October 1 to 14, 2008

Author: Yvonne Keller

Trip Leaders: Dick and Judy Opsahl

Participants: Marilyn Yeamans, Sara Maxwell (Marilyn's daughter), Karen Grace, Joy Green, and Chick & Yvonne Keller, and Dick & Judy Opsahl.

We have been back from Spain for almost 3 weeks now and yet we are still under the spell of the Camino.  On October 1, 2008 eight of us began walking the Camino to Santiago de Compostella from the small city of Ponferrada in northwestern Spain.  We carried lightweight backpacks with a change of clothing, a pair of sandals, a sleeping bag, rain gear, water bottle, a little food, our pilgrim passports and our journals.  We walked 10 or 11 kilometers on our shortest day and about 30 on the longest.  Everyone seemed to fall right into the daily routine of the 'peregrino', the pilgrim--up at 6:00 a.m. to dress in the dark, stuff the sleeping bag, pack up, and then to the kitchen of the albergue, the pilgrim hostel, to have a little breakfast.  Then out the door by 7:30 or 7:45 to start walking in the dark.

A wooded section passing through farmland midway in Galicia.

We walked through countryside full of vineyards on our first day.  The grapes were ripe and pickers offered us bunches of delicious purple grapes as well as green grapes.  On other days we snacked on small sweet blackberries growing along the path.  We walked through shady oak woods and chestnut groves, by cornfields and tree farms, through green hills with grazing cows, across creeks, and through tiny villages of stone houses with slate roofs.  It was a pleasure to go through the countryside and villages on foot rather than by car, bus or train.

Trail marker along the route. For the last 100 kilometers
 to Santiago, there is a marker every 1/2 k.

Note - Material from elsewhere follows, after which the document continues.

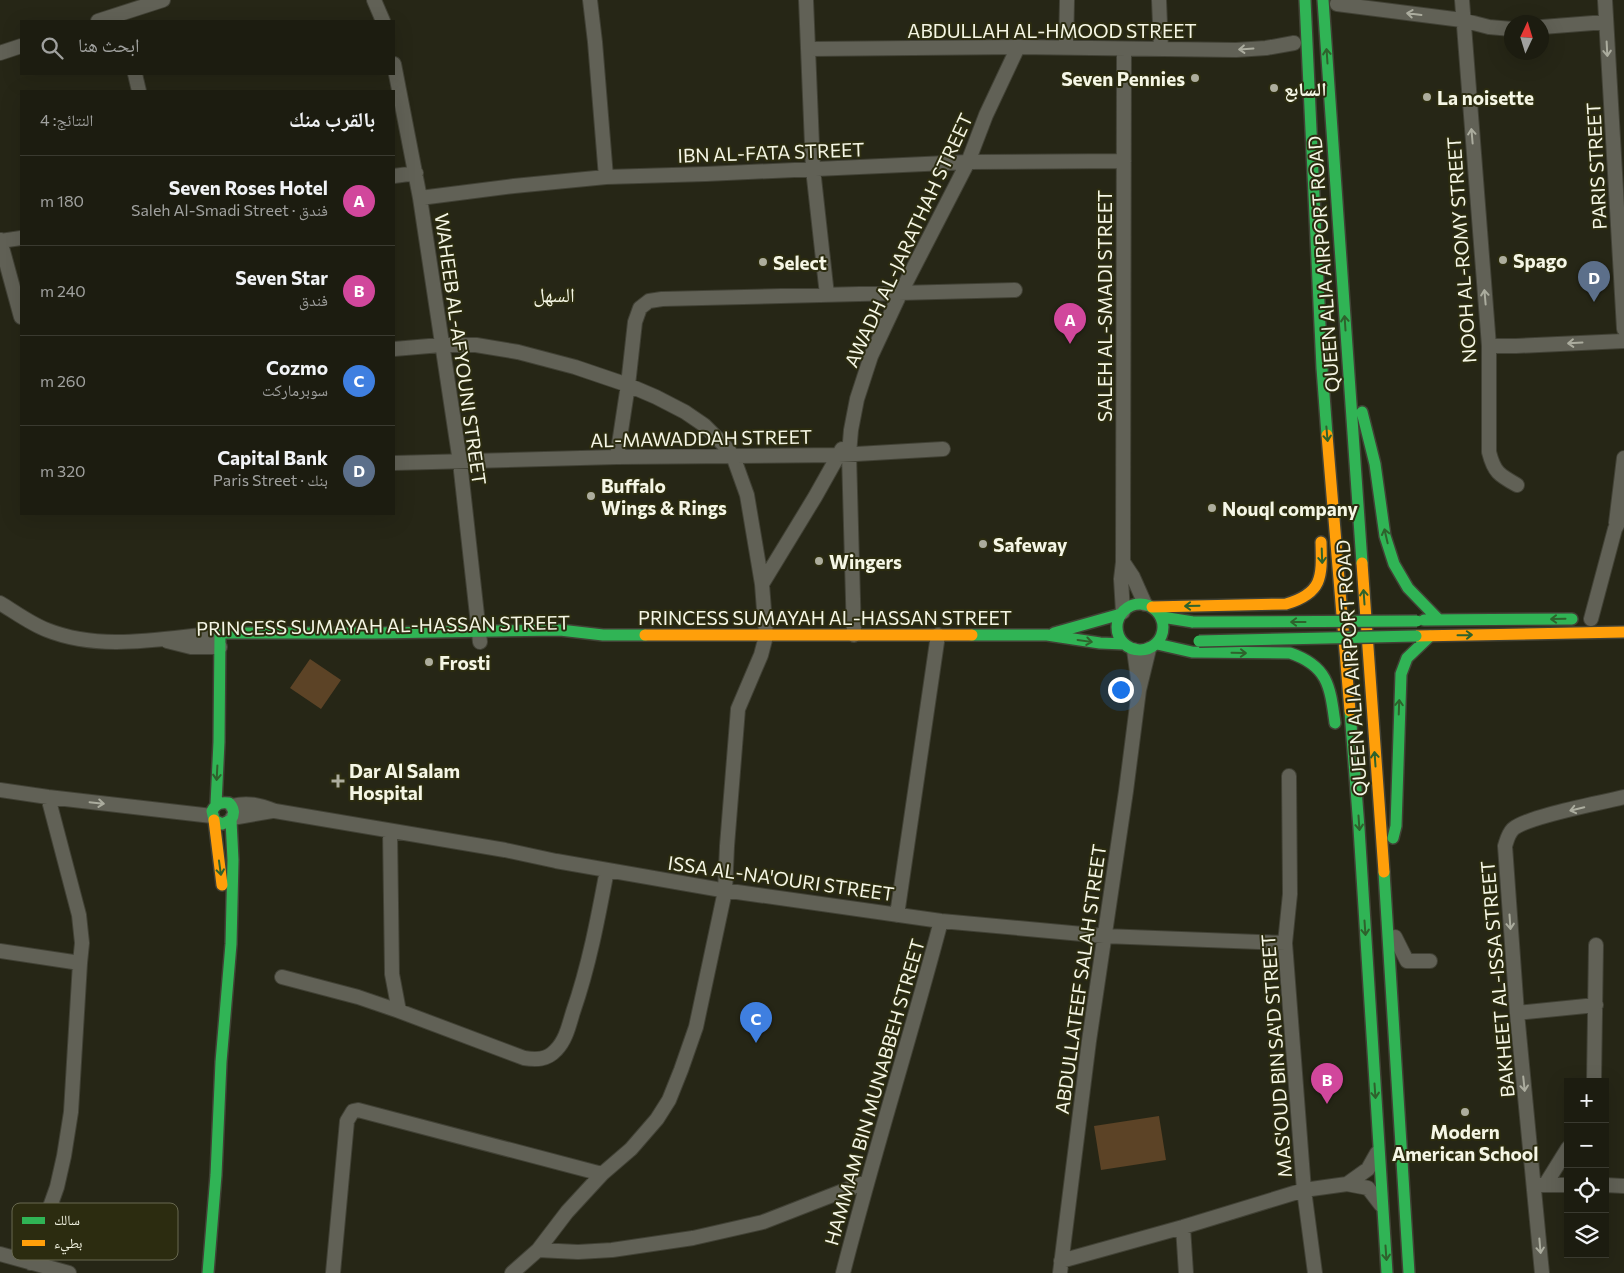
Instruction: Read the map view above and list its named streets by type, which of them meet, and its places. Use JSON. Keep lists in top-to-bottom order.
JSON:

Along the way and in the cafés of the villages and towns and in the albergues we met other pilgrims.  The Camino is a veritable United Nations afoot.  We met pilgrims from Italy, Germany, Ireland, France, South Africa, England, Korea, New Zealand, Australia, Brazil, Argentina, Canada.  Everyone knew at least two words of Spanish--"Buen camino" (have a good walk).  And we all seemed to be able to communicate with each other no matter what our native language.  And we all had something in common of course--walking the Camino--and all which that requires--nursing blisters, washing your change of clothes, finding a little 'mercado' (market) to buy some bread and cheese for lunch.  The camaraderie among the pilgrims was a highlight.  Still, although we slept in bunk beds in dormitory-style rooms in most of the albergues and bathrooms and showers were sometimes co-ed, I was impressed by how, even in a crowded and confined space, people could somehow give each other a sense of privacy.

Here we are at Finnisterre, the "end of the earth",
after the completion of our pilgrimage.

The medieval pilgrim's goal in walking the Camino was to reach the Cathedral of Santiago de Compostela and earn indulgences.  Even today some pilgrims do it for religious or spiritual reasons. Others are after the physical challenge of walking daily for weeks or to enjoy the opportunity of meeting people from many countries.  Some may want to have the different touristic experience of northern Spain and southwestern France.  And some may want to experience a part of medieval European history, or might want to visit the small Romanesque churches and the Gothic cathedrals on foot as medieval pilgrims did.  It was interesting that people did not generally bring up the subject of why they had decided to walk the Camino and did not ask others why they were doing it.  This seemed to fit in with the respect for each other's privacy that pilgrims seem to have.

Whatever the reasons the eight of us who went to Santiago might have had for doing it, we all came home glad that we went.

Pilgrim passports on display.

We got the Pilgrim passports stamped and dated at each hostel or church along the way.  We all had these to show to the office of the catholic church at the end as proof that we had earned our completion document called a "compostella".